:: EXERCISE MATERIAL ::
--

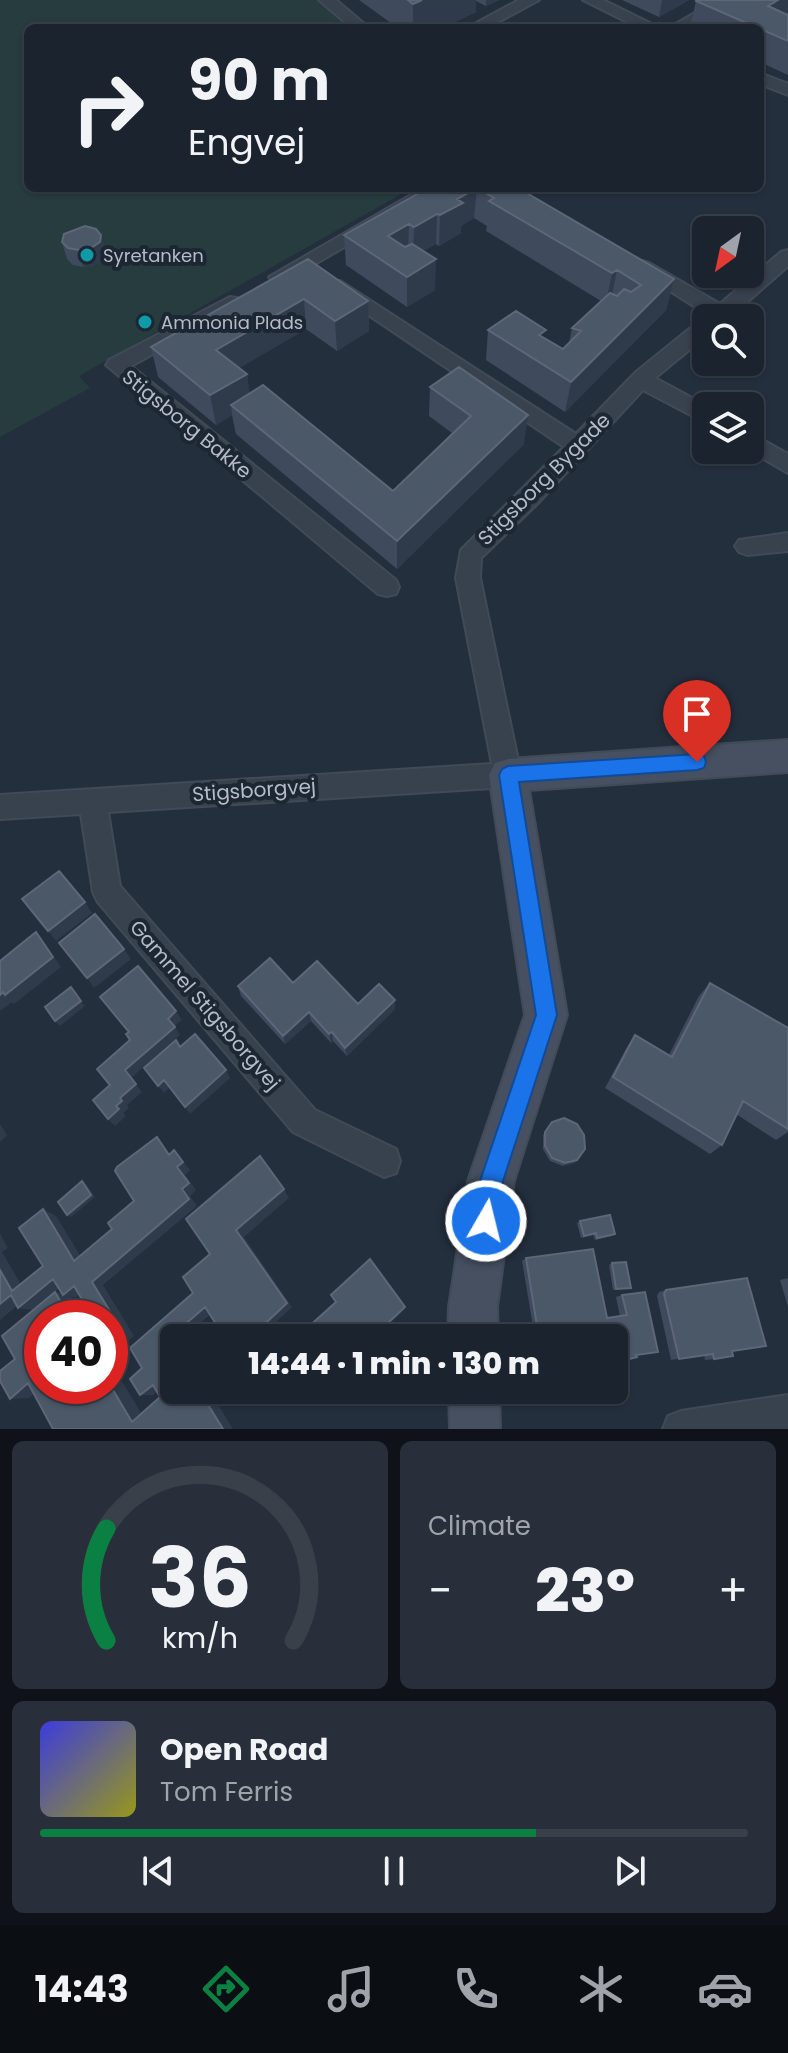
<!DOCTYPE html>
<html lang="en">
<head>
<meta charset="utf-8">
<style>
  :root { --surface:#1b232e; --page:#282f3a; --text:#f1f3f6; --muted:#a0a4aa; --line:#39404a; --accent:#0b8043 }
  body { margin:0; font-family:Poppins,sans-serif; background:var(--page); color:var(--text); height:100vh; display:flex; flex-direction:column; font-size:30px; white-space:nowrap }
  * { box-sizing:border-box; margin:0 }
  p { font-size:26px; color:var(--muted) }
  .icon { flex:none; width:44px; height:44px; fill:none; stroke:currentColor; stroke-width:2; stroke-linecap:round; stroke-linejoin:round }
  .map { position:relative; height:1429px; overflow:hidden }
  .details { display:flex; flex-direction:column; gap:12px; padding:12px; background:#0f1319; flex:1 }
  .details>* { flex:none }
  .banner { position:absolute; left:24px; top:24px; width:740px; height:168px; border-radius:12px; box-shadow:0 2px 6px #0004,0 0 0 2px var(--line); background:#1b232e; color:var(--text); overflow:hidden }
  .needle { width:52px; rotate:213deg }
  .fabs { position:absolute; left:692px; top:216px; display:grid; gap:16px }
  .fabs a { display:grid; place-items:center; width:72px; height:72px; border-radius:12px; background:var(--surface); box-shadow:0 2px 6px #0004,0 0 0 2px var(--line); font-size:40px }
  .speed { position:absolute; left:24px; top:1300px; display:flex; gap:16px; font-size:40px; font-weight:700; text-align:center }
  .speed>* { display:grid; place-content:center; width:104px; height:104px; border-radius:50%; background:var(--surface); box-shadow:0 2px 6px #0004,0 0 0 2px var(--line); line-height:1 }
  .speed .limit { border:12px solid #d22; background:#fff; color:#111 }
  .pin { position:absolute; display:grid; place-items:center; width:68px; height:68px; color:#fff; margin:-82px -34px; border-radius:50% 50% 50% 0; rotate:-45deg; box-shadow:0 0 8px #0007 }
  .pin .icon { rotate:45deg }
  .me { position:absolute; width:88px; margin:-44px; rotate:8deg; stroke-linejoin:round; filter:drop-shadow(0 0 6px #0008) }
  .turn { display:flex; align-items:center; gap:28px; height:168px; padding:0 32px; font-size:36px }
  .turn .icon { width:104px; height:104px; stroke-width:2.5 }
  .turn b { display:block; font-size:56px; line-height:68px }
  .big { font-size:60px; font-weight:800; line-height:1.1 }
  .details .card { flex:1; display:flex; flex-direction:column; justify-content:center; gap:12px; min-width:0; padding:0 28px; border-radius:12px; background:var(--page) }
  .details .dial { align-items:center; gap:0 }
  .dial svg { height:208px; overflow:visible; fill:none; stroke:var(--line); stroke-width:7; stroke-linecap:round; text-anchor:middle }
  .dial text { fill:var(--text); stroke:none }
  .song { display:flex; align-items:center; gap:24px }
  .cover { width:96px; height:96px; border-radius:12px; background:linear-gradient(135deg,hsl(240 70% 55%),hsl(60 70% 35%)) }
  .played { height:8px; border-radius:4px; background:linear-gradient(90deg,var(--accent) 70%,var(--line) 70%) }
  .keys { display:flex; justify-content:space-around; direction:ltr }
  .heat { display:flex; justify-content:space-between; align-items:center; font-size:44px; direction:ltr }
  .details .tiles { flex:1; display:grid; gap:12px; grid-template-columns:1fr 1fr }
  .card:last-child { grid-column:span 2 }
  .trip { position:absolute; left:160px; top:1324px; width:468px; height:80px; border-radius:12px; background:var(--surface); box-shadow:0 2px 6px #0004,0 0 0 2px var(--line); font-weight:800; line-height:80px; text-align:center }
  .tab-bar { display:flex; height:128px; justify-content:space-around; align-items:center; background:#0b0e12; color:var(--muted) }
  .tab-bar .icon { width:56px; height:56px }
  .tab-bar .current { color:var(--accent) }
  .tab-bar b { font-size:36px; color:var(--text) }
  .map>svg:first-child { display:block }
  .green { fill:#263c3f }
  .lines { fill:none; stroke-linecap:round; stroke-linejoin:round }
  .street-casing { stroke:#414a57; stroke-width:4 }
  .secondary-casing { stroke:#414a57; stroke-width:4 }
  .street { fill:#38414e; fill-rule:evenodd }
  .secondary { fill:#465061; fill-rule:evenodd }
  .wall { fill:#3f4b5c }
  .shaded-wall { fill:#2f3b4b }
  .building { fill:#4b5868; stroke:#5c6777; stroke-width:2 }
  .route { fill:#1a73e8; stroke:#114b97; stroke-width:2 }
  .culture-dot { fill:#0f9aa8; stroke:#1d2633; stroke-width:3 }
  .labels { text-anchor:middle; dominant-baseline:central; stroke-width:8; stroke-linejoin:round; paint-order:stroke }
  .far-poi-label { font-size:18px; fill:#b4bcc9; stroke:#1d2633; text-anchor:start }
  .street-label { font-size:20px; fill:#b4bcc9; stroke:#1d2633 }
</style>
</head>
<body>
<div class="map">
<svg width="788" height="1429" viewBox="0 0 788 1429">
  <rect width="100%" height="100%" fill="#242f3e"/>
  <path class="green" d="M0,0H317L350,28H28V188H412L79,376L90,388L0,437Z"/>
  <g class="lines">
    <g class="street-casing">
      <path id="street" d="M319,0H336L369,28H352Z
        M519,0H539L487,28H467Z
        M583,0H603L660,28H639Z
        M717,0H736L688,28H669Z
        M760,73L788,84V95L760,84Z
        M423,188H445L286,281H272L269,277Z
        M788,250V266L729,318H706L708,315L632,267L642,261L649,263L720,304L781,252Z
        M340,281L576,434L636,372L699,321L706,319V336L655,378L707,406L706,423L643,390L538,503L481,558L480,578L521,775L518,783L508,787L108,812L120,886L315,1110L396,1149L400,1161L396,1173L384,1177L293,1132L97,901L93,892L81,814L0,819V795L492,764L456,578L461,550L564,447L333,291L330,287L333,283Z
        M230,297L237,298L240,303L237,308L131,366L396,580L399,587L396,594L387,596L378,594L106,365L109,360Z
        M750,433L788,454V473L748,450Z
        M788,533V551L747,555L739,552L735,546L739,540Z
        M788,1395V1429H663L668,1416L681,1411Z"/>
    </g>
    <g class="secondary-casing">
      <path id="secondary" d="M788,740V772L529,790L567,1015L514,1181L497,1307L498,1338H448L449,1307L468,1181L525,1015L489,775L495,763L508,759Z
        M449,1390H499L500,1429H450Z"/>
    </g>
    <use href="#street" class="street"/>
    <use href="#secondary" class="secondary"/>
  </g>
  <path class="wall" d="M359,0H499L486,6L476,1V12L442,28H394L391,26V23Z
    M622,0H689L659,17Z
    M788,0V75L760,62V28H690L696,1Z
    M428,188H518L674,279L666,310L565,412L486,360L488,330L545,338L563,349L569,343L572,328L601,301L486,231L487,226L474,218L461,226V233L439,246L436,244L423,251L435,290L407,307L346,265L344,235Z
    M62,242L106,252L104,259L95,265L83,267L73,265L67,259Z
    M308,259L368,301L369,331L337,351L306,329L239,368L247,374L249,393L393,491L452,433L429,416L430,387L524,444L397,569L236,434L232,415L216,425L158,377L151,347Z
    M293,983L358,1004L395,1009L347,1056L333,1041L331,1043L311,1021L285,1044L241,996L238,986Z
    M710,983L788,1028V1132L776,1140L736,1114L722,1145L710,1154L605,1088L627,1047L635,1035L669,1055L699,996Z
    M552,1122L575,1163L563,1166L550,1161L543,1149V1135Z
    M580,1221L615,1234L612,1236L595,1240L593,1235L581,1238L577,1223Z
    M526,1258L607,1318L620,1316L616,1297L622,1295L645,1292L614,1338H535L522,1261Z
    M612,1263L631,1288L613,1290L609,1265Z
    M788,1278V1307L780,1280Z
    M666,1290L732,1351L714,1359L705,1360L704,1355L671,1360L657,1296L659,1292Z"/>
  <path class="shaded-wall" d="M422,0H476V12L442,28H413V4Z
    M486,0H499L486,6Z
    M662,0H689L659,17Z
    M778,0H788V17L768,6Z
    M477,188L474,218L461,226V233L439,246L440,215L457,199Z
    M437,214L436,244L413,257L414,227Z
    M409,224L408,254L388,236Z
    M101,235L106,252L104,259L95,265L83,267L79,250Z
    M436,259L435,290L407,307V277Z
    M617,270L611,300L606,303L612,273Z
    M674,279L666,310L565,412L571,382Z
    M304,299L306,329L221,379L216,350Z
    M368,301L369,331L337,351L335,321Z
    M247,374L251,403L231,405L232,415L216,425L210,395Z
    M528,415L524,444L397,569V541Z
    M85,902L92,913L56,941L48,931Z
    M36,932L61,967L14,1004L12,1002L0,1011V995Z
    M124,949L131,959L94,988L87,978Z
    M395,1000V1009L347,1056L345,1048Z
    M81,1001L85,1006L60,1026L55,1021Z
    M176,1011L182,1020L173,1027L168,1019Z
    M309,1012L311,1021L285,1044L283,1036Z
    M175,1027L180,1035L131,1078L142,1092L127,1105L129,1108L123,1113L116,1106L120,1098L125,1070Z
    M332,1032L333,1041L331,1043L329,1034Z
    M226,1070L230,1078L190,1114L185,1107Z
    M164,1080L169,1088L164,1093L158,1086Z
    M119,1109L126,1116L115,1126L108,1119Z
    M0,1124L7,1135L0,1142Z
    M174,1150L190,1170L185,1175L196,1190L190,1196L197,1206L103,1285L134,1336L121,1347L110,1345L92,1282L177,1167Z
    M577,1160L575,1163L563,1166L565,1163Z
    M82,1181L86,1184L95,1197L71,1217L67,1215Z
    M284,1189L289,1198L244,1237L292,1307L259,1338H250L236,1230Z
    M43,1209L56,1216L86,1265L74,1261Z
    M0,1234L8,1248L2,1252L27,1295L12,1291L0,1270Z
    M53,1279L66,1283L32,1310L18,1308Z
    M74,1286L86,1290L76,1298L71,1297L84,1318H70L55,1292L64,1294Z
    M11,1295L26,1298L0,1320V1304Z
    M205,1307L214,1311L183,1338H174V1350L167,1340Z
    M405,1307V1309L374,1338H372Z
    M110,1361L145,1420L132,1422L110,1385Z
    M28,1383L43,1386L29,1398L10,1399Z
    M153,1385H165L153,1395H140Z
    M199,1390H209L233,1429H223Z"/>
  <path class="building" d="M408,0H422L413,4Z
    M697,0H778L768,6L788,15V41L696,1Z
    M428,188H518L674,279L571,382L488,330L516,311L546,330L539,335L563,349L581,331L572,328L610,293L617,296L624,289L631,292L641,285L617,270L612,273L489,201L494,198L477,188L457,199L463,203L440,215L437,214L414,227L409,224L388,236L405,247L412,244L436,259L407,277L344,235Z
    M85,226L96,229L101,235L100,242L91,248L79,250L68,248L62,242L64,234Z
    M308,259L368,301L335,321L304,299L216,350L247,374L210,395L151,347Z
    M459,367L528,415L397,541L231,405L263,385L393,491L471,416L430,387Z
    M59,871L85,902L48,931L22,899Z
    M95,914L124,949L87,978L59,943Z
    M36,932L53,957L5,995L3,992L0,995V961Z
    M270,958L293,983L317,961L358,1004L379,984L395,1000L345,1048L332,1032L329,1034L309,1012L283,1036L238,986Z
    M138,966L176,1011L168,1019L175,1027L125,1070L136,1084L120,1098L122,1101L116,1106L119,1109L108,1119L93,1100L110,1085L97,1069L130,1040L126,1034L129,1032L100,997Z
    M710,983L788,1028V1129L743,1101L722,1145L613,1077L635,1035L672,1057Z
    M71,987L81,1001L55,1021L45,1007Z
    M195,1034L226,1070L185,1107L164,1080L158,1086L144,1068L176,1040L180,1047Z
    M564,1118L577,1124L584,1135L585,1149L577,1160L565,1163L552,1158L545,1146V1132L552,1122Z
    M157,1137L169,1155L174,1150L183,1162L177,1167L189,1183L182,1189L189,1199L92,1282L124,1334L110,1345V1318H93L74,1286L63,1295L53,1279L18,1308L11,1295L0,1304V1270L12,1291L43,1266L19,1228L43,1209L74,1261L112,1229L108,1223L134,1201L115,1171L117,1167Z
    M260,1156L284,1189L236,1230L287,1303L250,1338H225L205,1307L167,1340L174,1350V1390H199L223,1429H53L28,1383L10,1399L0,1381V1371L15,1359L2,1336L55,1292L70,1318H42V1386H110V1385L132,1422L160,1397L153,1385L140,1395L130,1379L142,1368L130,1348L193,1293L183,1277L210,1254L186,1219Z
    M82,1181L91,1195L67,1215L58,1202Z
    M610,1215L615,1234L597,1238L596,1233L584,1236L580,1221Z
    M593,1249L607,1318L627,1315L622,1295L645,1292L658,1352L636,1355L637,1357L614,1363V1338H539L526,1258Z
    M370,1259L405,1307L372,1338H296L336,1302L331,1295Z
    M626,1262L631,1288L616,1289L612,1263Z
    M747,1278L766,1346L732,1351L733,1356L714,1359L713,1354L679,1359L664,1294L666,1290Z"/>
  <path class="route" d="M697,754L704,756L706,762L704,768L697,770L519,782L557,1015L503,1181L494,1229L486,1232L477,1229L474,1221L480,1181L536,1015L499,775L502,769L508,766Z"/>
  <g class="culture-dot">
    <circle cx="87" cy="255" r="8"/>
    <circle cx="145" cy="322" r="8"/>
  </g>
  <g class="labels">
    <g class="far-poi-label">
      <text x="103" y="255">Syretanken</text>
      <text x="161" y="322">Ammonia Plads</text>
    </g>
    <g class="street-label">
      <text transform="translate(187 424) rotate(39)">Stigsborg Bakke</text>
      <text transform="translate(544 479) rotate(-45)">Stigsborg Bygade</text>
      <text transform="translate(254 790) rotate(-4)">Stigsborgvej</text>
      <text transform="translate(205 1005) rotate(49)">Gammel Stigsborgvej</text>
    </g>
  </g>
</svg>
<div class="fabs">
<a><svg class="needle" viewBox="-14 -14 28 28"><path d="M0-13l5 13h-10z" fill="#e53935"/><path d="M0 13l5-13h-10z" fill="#a0a4aa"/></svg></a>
<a><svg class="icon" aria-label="search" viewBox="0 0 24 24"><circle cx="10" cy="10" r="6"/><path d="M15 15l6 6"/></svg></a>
<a><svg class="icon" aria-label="layers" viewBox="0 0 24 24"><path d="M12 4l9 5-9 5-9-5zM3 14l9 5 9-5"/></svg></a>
</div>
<div class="speed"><div class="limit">40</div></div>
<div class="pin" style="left:697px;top:762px;background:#d93025"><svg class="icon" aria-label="arrive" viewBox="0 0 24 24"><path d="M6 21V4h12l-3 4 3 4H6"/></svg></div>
<svg class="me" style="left:486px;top:1221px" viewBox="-20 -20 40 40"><circle r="17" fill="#1a73e8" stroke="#fff" stroke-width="3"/><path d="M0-11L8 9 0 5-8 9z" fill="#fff"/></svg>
<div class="trip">14:44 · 1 min · 130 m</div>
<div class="banner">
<div class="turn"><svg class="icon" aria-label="right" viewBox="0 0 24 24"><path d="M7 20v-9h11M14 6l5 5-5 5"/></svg><div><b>90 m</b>Engvej</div></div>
</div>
</div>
<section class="details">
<div class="tiles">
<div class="card dial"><svg viewBox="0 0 100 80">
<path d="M14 69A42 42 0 1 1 86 69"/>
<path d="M14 69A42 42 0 0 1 14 26" stroke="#0b8043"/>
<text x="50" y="56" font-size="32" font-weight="700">36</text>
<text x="50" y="72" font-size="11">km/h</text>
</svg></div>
<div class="card"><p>Climate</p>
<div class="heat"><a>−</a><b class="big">23°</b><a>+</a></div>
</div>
<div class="card">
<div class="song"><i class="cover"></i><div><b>Open Road</b><p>Tom Ferris</p></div></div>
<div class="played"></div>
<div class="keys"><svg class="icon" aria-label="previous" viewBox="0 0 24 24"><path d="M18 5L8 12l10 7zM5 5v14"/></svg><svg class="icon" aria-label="pause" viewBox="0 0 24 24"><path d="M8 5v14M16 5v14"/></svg><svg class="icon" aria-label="next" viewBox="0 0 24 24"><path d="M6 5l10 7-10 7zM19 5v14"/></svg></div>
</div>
</div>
</section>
<nav class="tab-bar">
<b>14:43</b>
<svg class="icon current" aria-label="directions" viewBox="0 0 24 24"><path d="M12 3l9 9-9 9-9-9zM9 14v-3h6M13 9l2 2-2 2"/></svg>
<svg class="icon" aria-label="music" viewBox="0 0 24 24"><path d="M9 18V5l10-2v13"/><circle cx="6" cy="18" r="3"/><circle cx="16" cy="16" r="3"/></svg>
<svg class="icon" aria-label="phone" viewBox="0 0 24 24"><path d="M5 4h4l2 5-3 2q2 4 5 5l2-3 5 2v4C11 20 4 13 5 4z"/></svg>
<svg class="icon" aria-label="climate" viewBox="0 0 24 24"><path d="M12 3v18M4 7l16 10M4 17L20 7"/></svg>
<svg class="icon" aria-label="car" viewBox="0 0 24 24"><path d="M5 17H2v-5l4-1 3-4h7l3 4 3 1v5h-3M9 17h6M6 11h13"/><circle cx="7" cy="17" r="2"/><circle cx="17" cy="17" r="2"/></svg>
</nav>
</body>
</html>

--

:: INSTRUCTIONS FOR THE TASK ::
For the lines above, output exactly those from the line containing "flex:1; display:flex; flex-direction:column;" through the line containing "display:flex; justify-content:space-around; direction:ltr", and skip the others.

:: ANSWER TO THIS TASK ::
  .details .card { flex:1; display:flex; flex-direction:column; justify-content:center; gap:12px; min-width:0; padding:0 28px; border-radius:12px; background:var(--page) }
  .details .dial { align-items:center; gap:0 }
  .dial svg { height:208px; overflow:visible; fill:none; stroke:var(--line); stroke-width:7; stroke-linecap:round; text-anchor:middle }
  .dial text { fill:var(--text); stroke:none }
  .song { display:flex; align-items:center; gap:24px }
  .cover { width:96px; height:96px; border-radius:12px; background:linear-gradient(135deg,hsl(240 70% 55%),hsl(60 70% 35%)) }
  .played { height:8px; border-radius:4px; background:linear-gradient(90deg,var(--accent) 70%,var(--line) 70%) }
  .keys { display:flex; justify-content:space-around; direction:ltr }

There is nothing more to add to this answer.